Following this (rather
simple) involvement with numerical relativity I wish to consider less symmetric
situations in the future. Numerical codes based on the method of characteristics,
like the code mentioned above, are not easily implimentable in non-spherical
spacetimes, however investigations of axisymmetric spacetimes are possible
with current numerical techniques. Abrahams and Evans have undertaken some
preliminary studies of this type. It would be interesting to further examine
black-hole formation in axisymmetric spacetimes, both analytically and
numerically, in an effort to develop a complete picture of non-spherical
black-hole formation.
Quantum gravitational collapse: Without a final theory of quantum gravity a definitive treatment of quantum gravitational collapse is not possible. Nonetheless there are some interesting questions which one can attempt to answer within a semi-classical framework.

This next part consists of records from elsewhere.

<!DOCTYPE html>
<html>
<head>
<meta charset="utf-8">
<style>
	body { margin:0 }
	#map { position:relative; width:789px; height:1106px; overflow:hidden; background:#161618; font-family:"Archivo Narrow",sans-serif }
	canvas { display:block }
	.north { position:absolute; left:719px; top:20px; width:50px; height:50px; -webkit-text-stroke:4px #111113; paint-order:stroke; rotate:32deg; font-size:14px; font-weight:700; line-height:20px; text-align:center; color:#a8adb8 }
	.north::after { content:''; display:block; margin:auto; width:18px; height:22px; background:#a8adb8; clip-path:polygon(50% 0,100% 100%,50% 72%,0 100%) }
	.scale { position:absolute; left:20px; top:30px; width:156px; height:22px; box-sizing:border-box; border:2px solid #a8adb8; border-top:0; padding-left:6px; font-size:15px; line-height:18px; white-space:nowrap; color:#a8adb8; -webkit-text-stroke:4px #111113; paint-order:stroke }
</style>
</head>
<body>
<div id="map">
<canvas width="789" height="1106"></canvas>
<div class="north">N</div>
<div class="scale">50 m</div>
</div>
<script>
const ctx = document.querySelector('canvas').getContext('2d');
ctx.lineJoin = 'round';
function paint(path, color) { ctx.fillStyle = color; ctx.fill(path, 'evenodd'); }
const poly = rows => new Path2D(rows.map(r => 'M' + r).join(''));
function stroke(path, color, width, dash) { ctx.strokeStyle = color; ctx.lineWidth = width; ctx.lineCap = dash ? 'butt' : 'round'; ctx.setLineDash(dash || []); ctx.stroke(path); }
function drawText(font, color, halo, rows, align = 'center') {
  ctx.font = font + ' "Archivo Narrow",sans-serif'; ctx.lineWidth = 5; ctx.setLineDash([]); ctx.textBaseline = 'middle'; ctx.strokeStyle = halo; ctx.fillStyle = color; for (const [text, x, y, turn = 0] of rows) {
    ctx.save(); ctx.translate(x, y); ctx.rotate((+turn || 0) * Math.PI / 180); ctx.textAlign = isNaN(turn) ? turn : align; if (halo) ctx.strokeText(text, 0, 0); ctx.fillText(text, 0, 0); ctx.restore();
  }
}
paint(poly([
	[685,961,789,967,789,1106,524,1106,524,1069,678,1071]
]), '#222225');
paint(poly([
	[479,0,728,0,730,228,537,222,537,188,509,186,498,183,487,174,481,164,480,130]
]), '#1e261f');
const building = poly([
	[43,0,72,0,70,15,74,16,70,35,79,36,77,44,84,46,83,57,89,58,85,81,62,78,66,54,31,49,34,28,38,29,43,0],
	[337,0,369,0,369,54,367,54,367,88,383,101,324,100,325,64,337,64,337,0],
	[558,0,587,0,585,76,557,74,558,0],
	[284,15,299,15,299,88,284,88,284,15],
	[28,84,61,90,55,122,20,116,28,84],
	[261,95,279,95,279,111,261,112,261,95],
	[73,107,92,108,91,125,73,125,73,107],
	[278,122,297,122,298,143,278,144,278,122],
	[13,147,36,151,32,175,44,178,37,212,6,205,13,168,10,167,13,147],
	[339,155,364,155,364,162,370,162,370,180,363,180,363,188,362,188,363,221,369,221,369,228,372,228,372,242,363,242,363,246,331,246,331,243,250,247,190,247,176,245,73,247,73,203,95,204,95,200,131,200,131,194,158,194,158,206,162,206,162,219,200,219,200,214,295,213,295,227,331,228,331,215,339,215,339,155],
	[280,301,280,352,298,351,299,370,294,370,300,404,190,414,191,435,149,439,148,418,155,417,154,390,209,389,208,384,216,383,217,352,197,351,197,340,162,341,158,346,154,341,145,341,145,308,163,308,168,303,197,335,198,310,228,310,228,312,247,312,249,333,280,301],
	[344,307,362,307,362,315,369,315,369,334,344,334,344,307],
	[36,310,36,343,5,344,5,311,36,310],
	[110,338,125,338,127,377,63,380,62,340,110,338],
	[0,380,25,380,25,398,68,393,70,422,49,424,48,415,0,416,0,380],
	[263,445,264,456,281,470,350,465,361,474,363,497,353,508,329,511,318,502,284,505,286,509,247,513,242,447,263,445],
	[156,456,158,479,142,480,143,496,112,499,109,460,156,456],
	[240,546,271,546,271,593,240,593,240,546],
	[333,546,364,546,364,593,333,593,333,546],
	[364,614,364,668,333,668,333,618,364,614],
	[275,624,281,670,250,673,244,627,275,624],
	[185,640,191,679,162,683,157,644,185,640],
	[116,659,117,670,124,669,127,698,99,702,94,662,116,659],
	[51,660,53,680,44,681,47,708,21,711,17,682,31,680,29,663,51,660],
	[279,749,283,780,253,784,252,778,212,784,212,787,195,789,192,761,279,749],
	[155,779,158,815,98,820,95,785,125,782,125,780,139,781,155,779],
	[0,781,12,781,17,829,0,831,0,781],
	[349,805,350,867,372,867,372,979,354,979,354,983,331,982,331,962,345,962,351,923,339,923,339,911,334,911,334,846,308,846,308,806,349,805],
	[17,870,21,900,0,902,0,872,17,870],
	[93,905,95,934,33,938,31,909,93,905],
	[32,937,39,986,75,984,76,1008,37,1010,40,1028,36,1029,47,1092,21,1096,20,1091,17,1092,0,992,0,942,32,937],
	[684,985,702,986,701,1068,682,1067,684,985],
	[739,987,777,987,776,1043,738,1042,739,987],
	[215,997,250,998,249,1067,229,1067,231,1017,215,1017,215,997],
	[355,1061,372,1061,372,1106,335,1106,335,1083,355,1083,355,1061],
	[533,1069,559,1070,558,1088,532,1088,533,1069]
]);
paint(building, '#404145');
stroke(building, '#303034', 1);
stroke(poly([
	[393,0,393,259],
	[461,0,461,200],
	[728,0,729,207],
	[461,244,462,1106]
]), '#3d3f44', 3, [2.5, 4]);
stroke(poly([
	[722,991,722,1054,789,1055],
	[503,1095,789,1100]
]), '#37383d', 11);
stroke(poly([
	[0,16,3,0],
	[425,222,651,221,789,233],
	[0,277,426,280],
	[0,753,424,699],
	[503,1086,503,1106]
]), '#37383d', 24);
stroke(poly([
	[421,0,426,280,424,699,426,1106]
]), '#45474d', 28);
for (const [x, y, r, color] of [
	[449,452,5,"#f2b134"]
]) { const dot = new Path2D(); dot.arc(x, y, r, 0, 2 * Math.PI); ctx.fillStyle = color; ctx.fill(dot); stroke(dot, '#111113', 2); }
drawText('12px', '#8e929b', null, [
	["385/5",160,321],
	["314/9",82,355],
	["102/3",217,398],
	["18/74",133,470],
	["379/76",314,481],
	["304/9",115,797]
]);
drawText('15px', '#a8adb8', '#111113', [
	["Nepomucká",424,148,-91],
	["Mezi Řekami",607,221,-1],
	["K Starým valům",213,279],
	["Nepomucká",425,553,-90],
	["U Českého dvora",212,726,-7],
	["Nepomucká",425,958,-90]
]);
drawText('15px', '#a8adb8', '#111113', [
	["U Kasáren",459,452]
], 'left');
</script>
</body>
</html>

During the past several years my collaborators and I have investigated the effects that quantized massless fields may have on the geometry inside black holes. In particular we developed an approximation scheme which allowed us to estimate the renormalised stress-energy tensor, for a conformally invariant field, near the Cauchy horizon of a charged black hole. The results suggest that quantum effects actually reinforce the classical growth of curvature near mass-inflations singularities, refuting claims that spacetime might be continued through such a singularity.
Recently it was shown that the event horizon of an extreme Reissner-Nordstrom black hole is quantum mechanically unstable in the context of two-dimensional gravity. Whether an analogous instability exists in four dimensions remains an open question, although there are two groups working on an exact calculation. There is some hope that an answer could be found by an approximate treatment along the lines of the one described above. I am currently attempting to discover such an approach to this problem.
Finally, Ian Moss and I are looking at some general issues surrounding gravitational collapse and quantum gravity. This project is only in its infancy, however we would like to say something about singularities in quantum gravity and quantum effects obtaining in regions of high curvature. The idea is to investigate what a quantum observer might see as she falls into a black hole. This is closely related to the quantum evaporation of a black hole by the Hawking effect. I am also interested in questions of quantum backreaction on spacetime in this process, along with discussions of Hawking radiation in the presence of a short distance cutoff and of black-hole entropy.